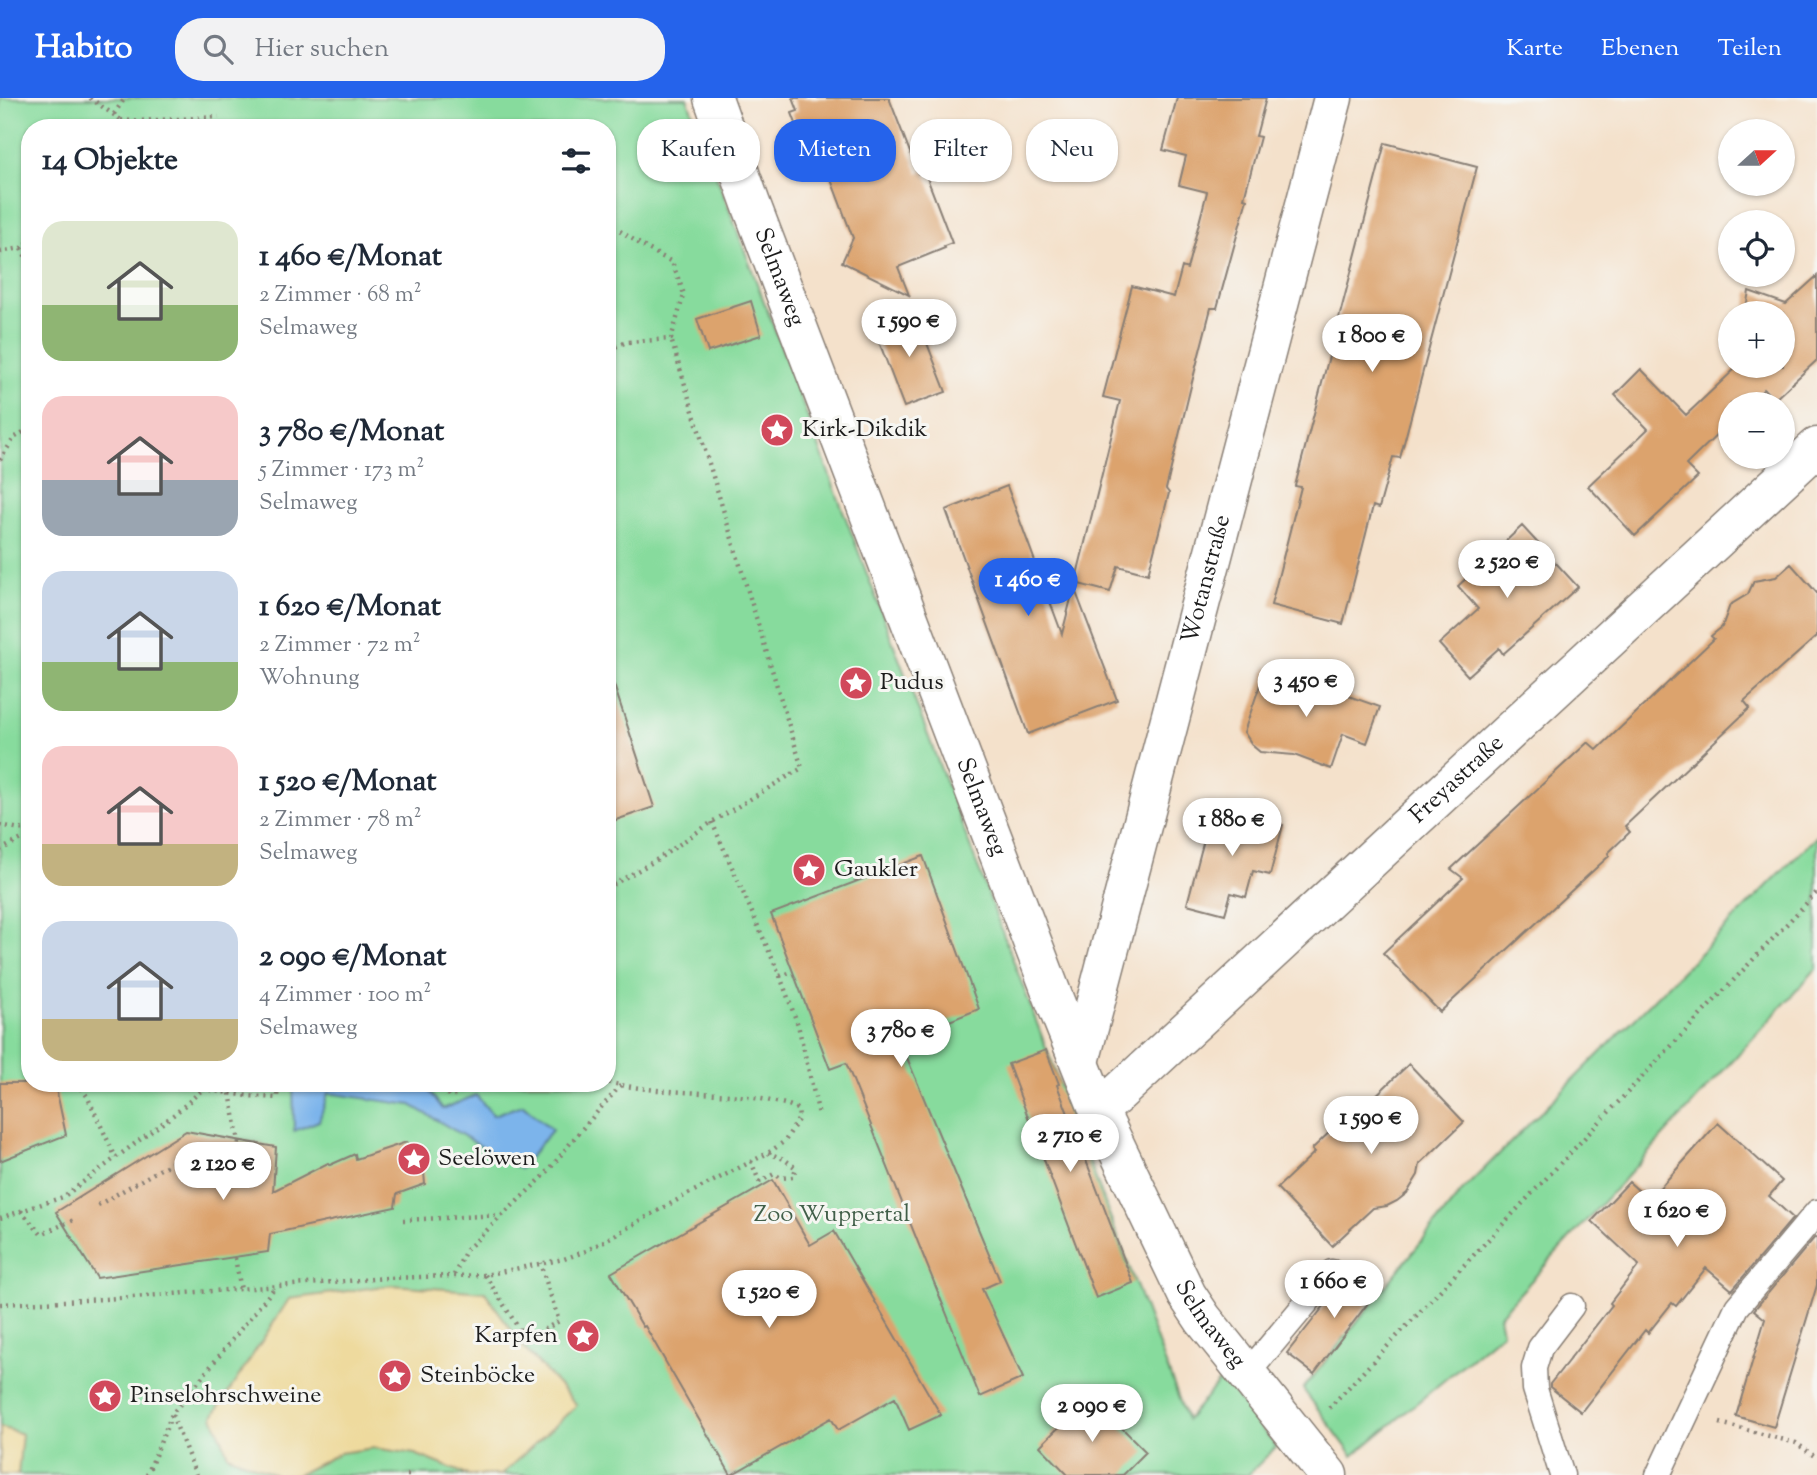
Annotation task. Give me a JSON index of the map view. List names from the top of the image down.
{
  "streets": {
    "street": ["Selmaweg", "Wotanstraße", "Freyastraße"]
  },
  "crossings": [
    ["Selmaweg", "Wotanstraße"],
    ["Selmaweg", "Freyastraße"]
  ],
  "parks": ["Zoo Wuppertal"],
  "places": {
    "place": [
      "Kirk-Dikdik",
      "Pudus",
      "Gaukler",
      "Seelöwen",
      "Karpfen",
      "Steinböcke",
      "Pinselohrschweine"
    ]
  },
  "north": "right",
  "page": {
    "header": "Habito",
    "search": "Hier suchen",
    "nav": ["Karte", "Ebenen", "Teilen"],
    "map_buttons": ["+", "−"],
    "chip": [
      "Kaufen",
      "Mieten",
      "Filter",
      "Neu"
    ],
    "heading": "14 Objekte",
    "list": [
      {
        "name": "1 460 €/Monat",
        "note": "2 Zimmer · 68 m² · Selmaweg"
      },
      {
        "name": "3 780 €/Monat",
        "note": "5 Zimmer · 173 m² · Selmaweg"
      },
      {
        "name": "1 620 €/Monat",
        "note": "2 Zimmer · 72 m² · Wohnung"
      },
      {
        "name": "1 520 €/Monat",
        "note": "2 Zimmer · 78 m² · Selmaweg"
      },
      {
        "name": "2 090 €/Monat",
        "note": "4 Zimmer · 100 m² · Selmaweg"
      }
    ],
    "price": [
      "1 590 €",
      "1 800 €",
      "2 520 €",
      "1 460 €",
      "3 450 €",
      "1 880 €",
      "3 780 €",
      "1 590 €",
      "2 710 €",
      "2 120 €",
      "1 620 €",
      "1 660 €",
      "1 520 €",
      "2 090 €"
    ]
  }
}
------------------------------------------------
**What you should do**.
Given the data above, which lines hold the string "note"? Return them.

**Result**.
        "note": "2 Zimmer · 68 m² · Selmaweg"
        "note": "5 Zimmer · 173 m² · Selmaweg"
        "note": "2 Zimmer · 72 m² · Wohnung"
        "note": "2 Zimmer · 78 m² · Selmaweg"
        "note": "4 Zimmer · 100 m² · Selmaweg"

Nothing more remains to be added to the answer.